北炭ローダーを照らす朝日

sunrise20

「これ、高架桟橋の跡じゃないよ。」
「え〜!マジですか?ずっと高架桟橋の基礎部分だと思ってました。」

ホーマックの裏にある緑地から見えるコンクリート製の何かの基礎のようなもの。ずっと高架桟橋の遺構だと信じていた。ネットではよくそんな書き込みを見かける。

高架桟橋とは明治末期、石炭を船に積み出すため海上に造られた、長さ300m近い巨大な木製の桟橋のこと。昔の小樽を紹介する本などにも写真が載っているし、総合博物館には模型もあるのでご存知の方も多いはず。

その間違いを教えてくれたのは「写真で辿る小樽」や「小樽散歩案内」の著作者である佐藤圭樹さん。(佐藤さんについては「佐藤圭樹さん」の記事を参照していただきたい。)

うーん、そうだったのか…。でも間違いに気がついてよかった。
それにしても、勘違いしている人がなんと多いことか。

このコンクリート製の基礎部分、実は北海道炭礦汽船のローダー跡だそうだ。戦後に造られた石炭荷役施設だ。確かに高架桟橋にしては位置がおかしい。今でも残るレンガの擁壁の上を線路が走っていたはずだから、ゆるくカーブを描いても、この位置には来ない。

総合博物館に高架桟橋の位置を確認したところ、今はタンク群があるあたりに高架桟橋はあったそうだ。ちなみに「写真で辿る小樽」には、高架桟橋の跡と、このローダーとが写った写真が掲載されているのでそれが参考になる。
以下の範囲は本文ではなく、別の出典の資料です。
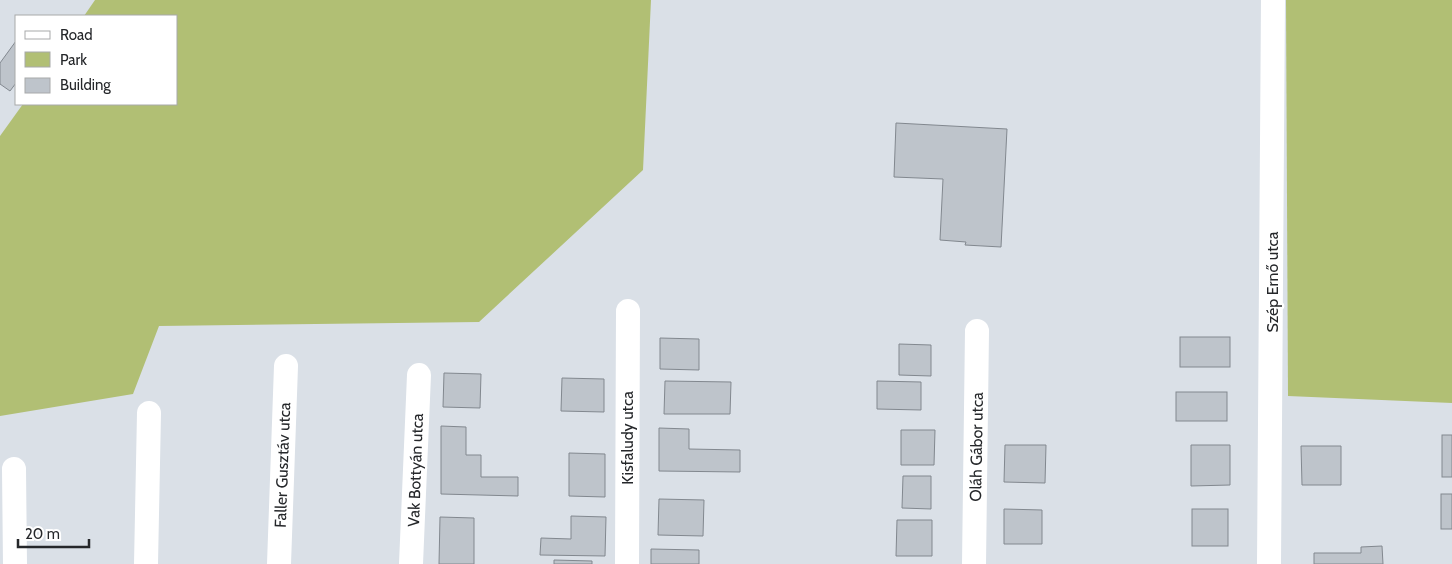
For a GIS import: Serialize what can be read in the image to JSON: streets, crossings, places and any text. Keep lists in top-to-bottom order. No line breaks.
{"streets":{"street":["Szép Ernő utca","Kisfaludy utca","Oláh Gábor utca","Faller Gusztáv utca","Vak Bottyán utca"]},"legend":["Road","Park","Building"],"scale_bar":"20 m"}
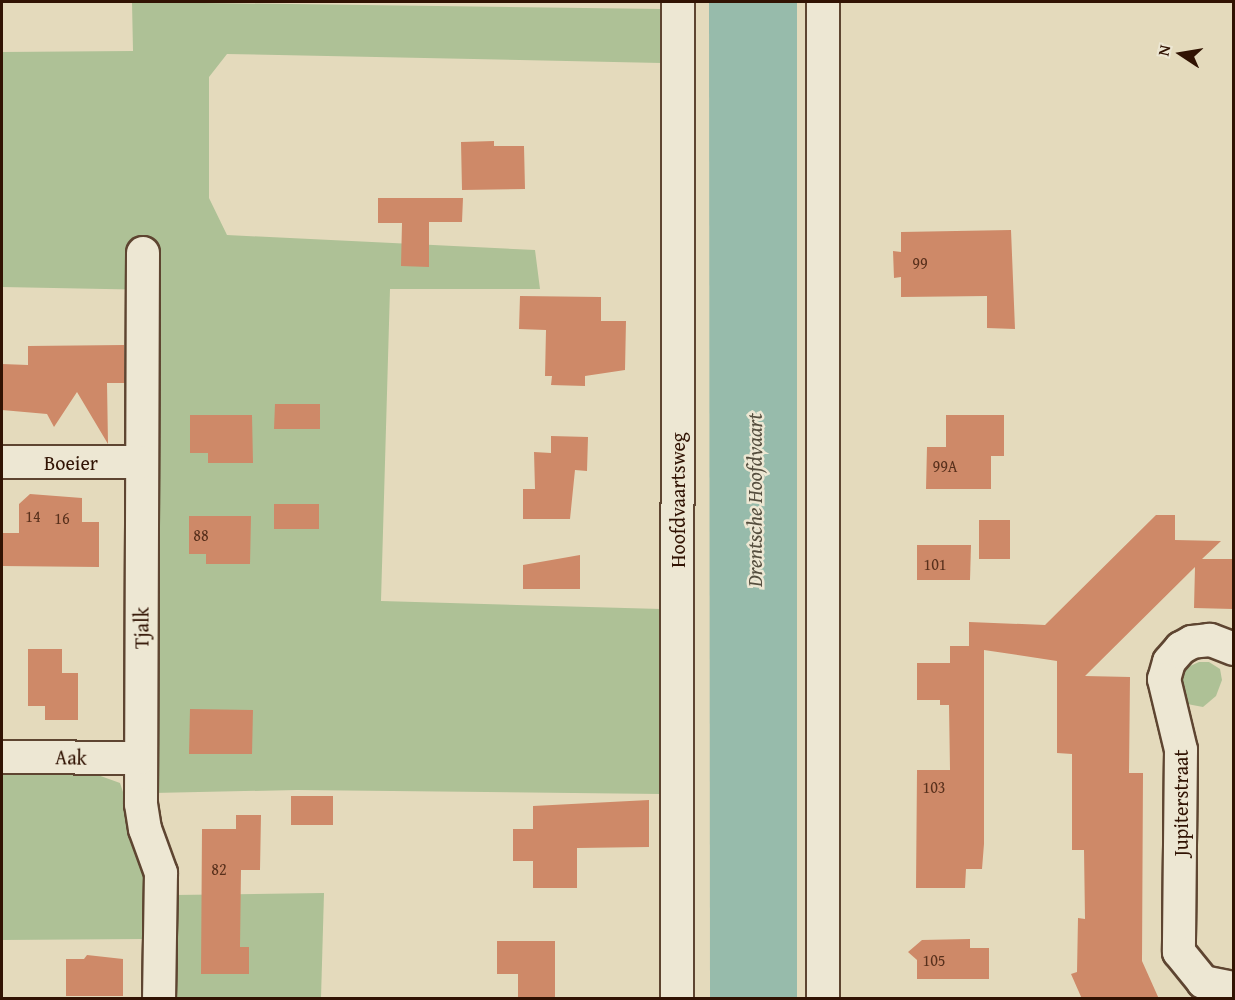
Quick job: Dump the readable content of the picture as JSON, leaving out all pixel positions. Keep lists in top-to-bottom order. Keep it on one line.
{"streets":{"street":["Boeier","Hoofdvaartsweg","Tjalk","Aak","Jupiterstraat"]},"crossings":[["Boeier","Tjalk"],["Tjalk","Aak"]],"water":["Drentsche Hoofdvaart"],"house_numbers":["99","99A","14","16","88","101","103","82","105"],"north":"left"}
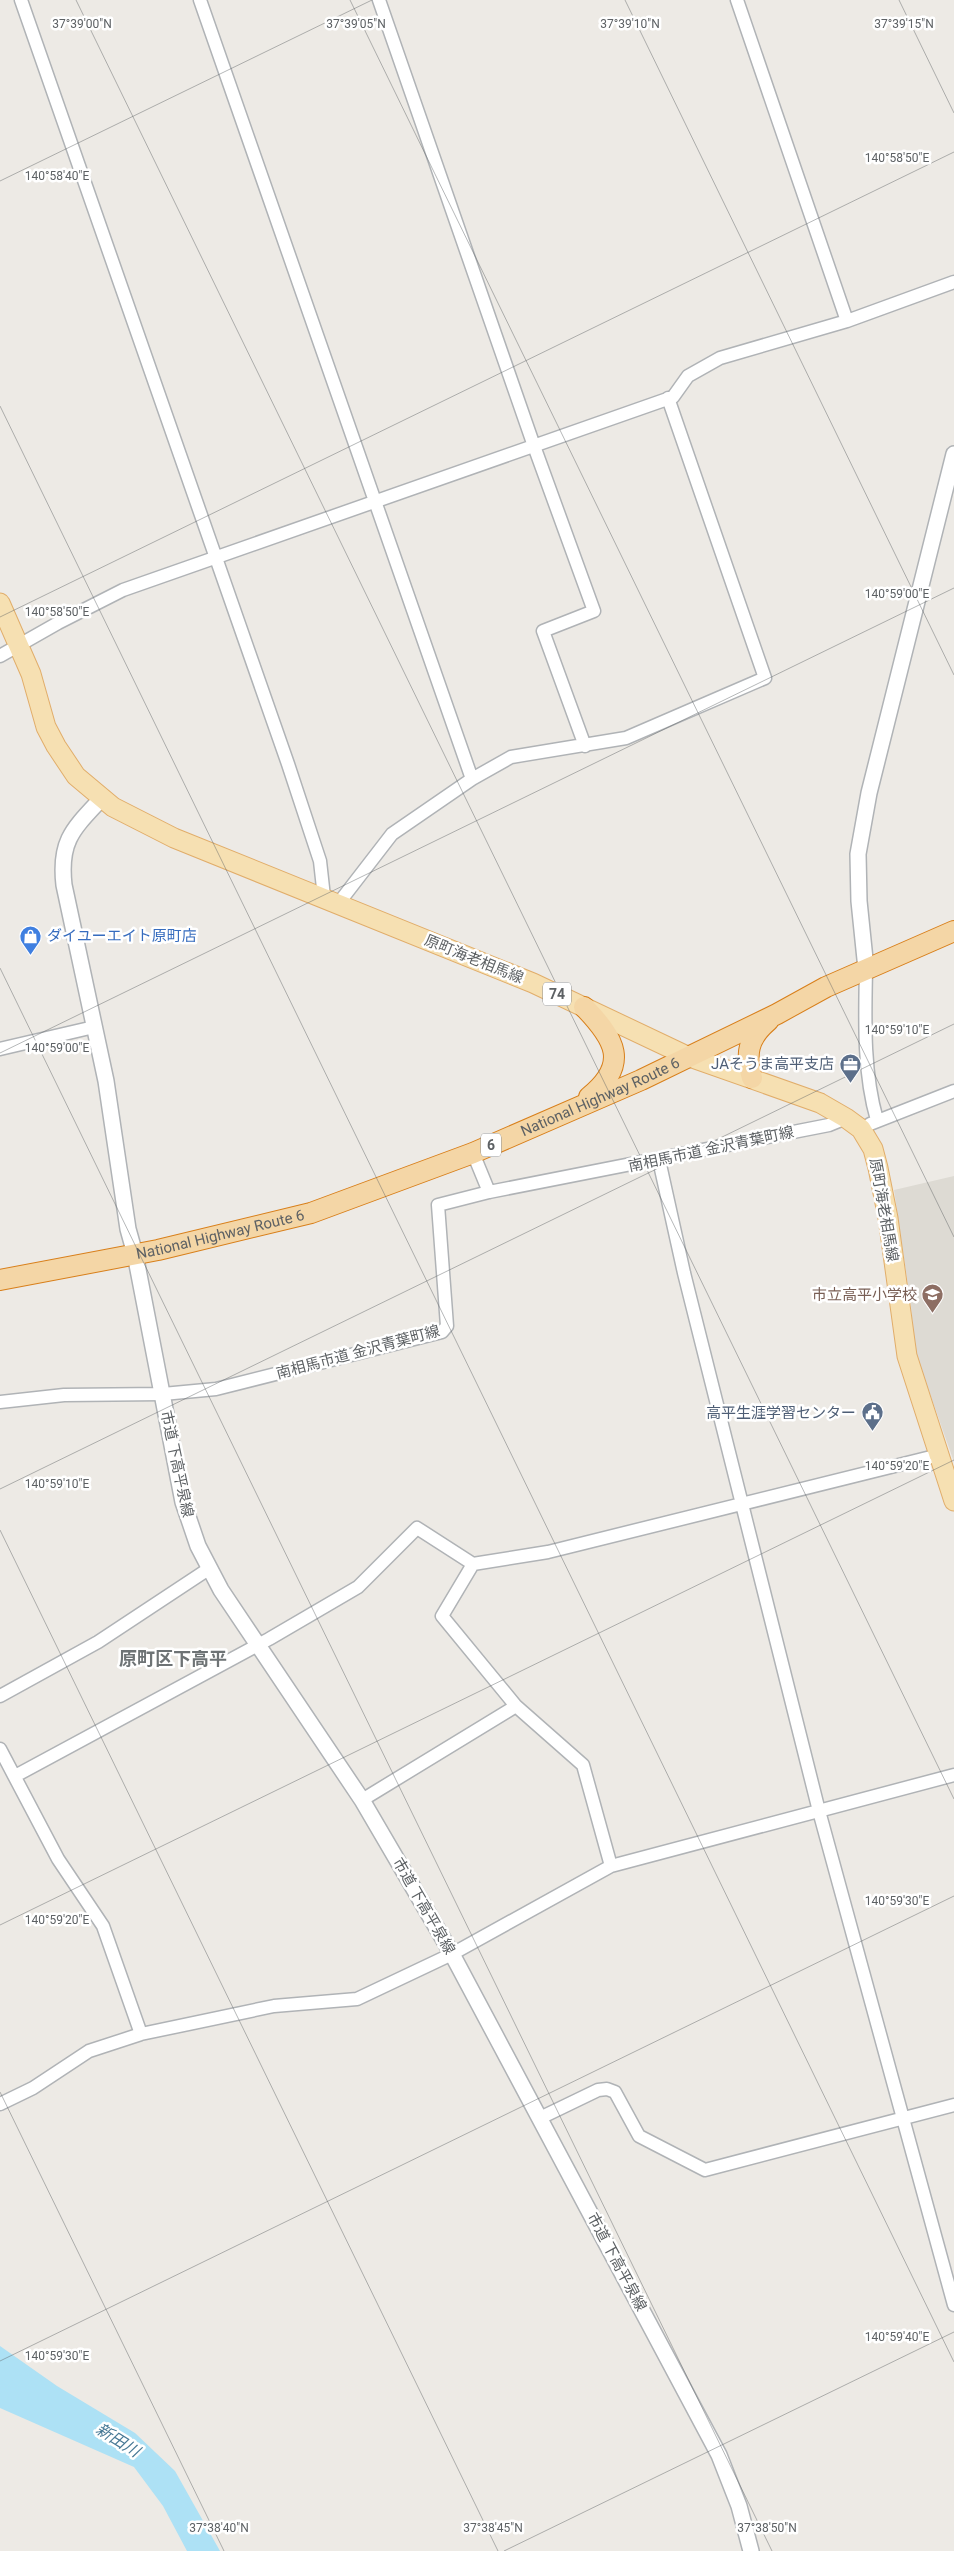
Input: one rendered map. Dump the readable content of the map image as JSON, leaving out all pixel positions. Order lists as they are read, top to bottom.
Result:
{
  "streets": {
    "highway": ["National Highway Route 6", "6"],
    "main road": ["原町海老相馬線", "74"],
    "street": ["南相馬市道 金沢青葉町線", "市道 下高平泉線"]
  },
  "crossings": [
    ["原町海老相馬線", "National Highway Route 6"],
    ["原町海老相馬線", "南相馬市道 金沢青葉町線"],
    ["原町海老相馬線", "市道 下高平泉線"],
    ["National Highway Route 6", "市道 下高平泉線"],
    ["南相馬市道 金沢青葉町線", "市道 下高平泉線"]
  ],
  "districts": ["原町区下高平"],
  "water": ["新田川"],
  "places": {
    "shop": ["ダイユーエイト原町店"],
    "office": ["JAそうま高平支店"],
    "school or university": ["市立高平小学校"],
    "public building": ["高平生涯学習センター"]
  },
  "coordinates": [
    "37°39'15\"N",
    "37°39'00\"N",
    "37°39'05\"N",
    "37°39'10\"N",
    "140°58'50\"E",
    "140°58'40\"E",
    "140°59'00\"E",
    "140°59'10\"E",
    "140°59'20\"E",
    "140°59'30\"E",
    "140°59'40\"E",
    "37°38'40\"N",
    "37°38'45\"N",
    "37°38'50\"N"
  ]
}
高架桟橋の跡ではないのがちょっと残念だが、それでもこのコンクリート基礎は、朝日に照らされるとなかなかいい雰囲気。役目を終えてもずっと風雨に耐え、今では草が生え、羽を休めるカモメたちの憩いの場所になっている。人が作ったものはやがて朽ちて自然に帰っていく、そんなイメージを抱かせてくれる場所だ。

小樽港は冬の間に山が邪魔をして、海に映る朝日が見られる場所が少なくなるのだが、この場所は南東に向いているため、逆に春分から秋分の頃までは日の出が見づらい場所だ。

この写真は11月頃のものなので、ちょうどいい位置に日が昇っているが、春が近くなってくる今の時期はそろそろ厳しくなってくる頃。「北炭ローダー」と朝日のコラボは、秋のお楽しみに取っておくことにしよう。